Chain Length Dependence of the Striped Phases of Alkanethiol Monolayers Self-Assembled on Au(111): An Atomic Beam Diffraction Study

Abstract

Low-energy helium atom diffraction measurements of the surface structure of n-alkanethiol films deposited from a molecular beam on to the (111) face of gold single crystals (at an impingement rate on the order of 1011±1 molecules cm-2 s-1) show that the thiols form “striped” overlayers. These structures are similar to those previously seen by Dubois et al. in a recent low energy electron diffraction (LEED) study of vapor-deposited overlayers (J. Chem.
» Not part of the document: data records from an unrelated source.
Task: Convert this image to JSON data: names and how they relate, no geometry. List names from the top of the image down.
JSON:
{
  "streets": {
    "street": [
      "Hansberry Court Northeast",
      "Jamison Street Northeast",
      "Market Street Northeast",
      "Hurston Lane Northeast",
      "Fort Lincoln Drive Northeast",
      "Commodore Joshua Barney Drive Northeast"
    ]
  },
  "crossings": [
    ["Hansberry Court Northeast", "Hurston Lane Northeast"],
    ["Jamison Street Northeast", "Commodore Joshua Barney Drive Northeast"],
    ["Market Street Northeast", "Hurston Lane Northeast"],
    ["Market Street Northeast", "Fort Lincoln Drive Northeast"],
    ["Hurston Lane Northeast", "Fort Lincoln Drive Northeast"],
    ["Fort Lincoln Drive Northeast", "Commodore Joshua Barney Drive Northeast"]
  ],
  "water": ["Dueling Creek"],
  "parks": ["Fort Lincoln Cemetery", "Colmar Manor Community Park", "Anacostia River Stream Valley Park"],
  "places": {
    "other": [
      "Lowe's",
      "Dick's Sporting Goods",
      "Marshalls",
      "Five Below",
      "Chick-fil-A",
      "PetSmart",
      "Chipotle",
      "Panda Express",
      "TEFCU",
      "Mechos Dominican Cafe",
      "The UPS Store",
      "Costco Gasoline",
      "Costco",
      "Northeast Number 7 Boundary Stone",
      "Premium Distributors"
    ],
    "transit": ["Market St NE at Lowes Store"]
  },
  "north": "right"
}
Phys. 1993, 98, 678), by Poirier et al. in a scanning tunneling microscope (STM) study of low coverage solution-grown short-chain thiols monolayers (Langmuir 1994, 10, 3383), and more recently by us, Poirier, and Tarlov by thermal treatment of the full-coverage c(4√3×2√3)R30° phase formed in the standard way by self-assembly from solution (J. Chem. Phys. 1994, 101, 11031). The surface periodicity of the monolayer structures observed in the present study can be described (with respect to the Au(111) surface lattice) in terms of a rectangular p×√3 unit mesh where p, the periodicity of the stripes, scales linearly with the length of the adsorbed thiol. The absolute value of the stripes' period is, with a maximum deviation of 3%, 1.9 times the length of the corresponding fully stretched thiolate fragment which coincides with the length of the corresponding fully stretched dialkyl disulfide. The present results, analyzed in the context of the others, confirm the presence of coverage-dependent and chain-length-dependent phase behavior in these systems and suggest that, at the lowest “full” coverages, the molecules may assume a near-flat configuration on the gold substrate.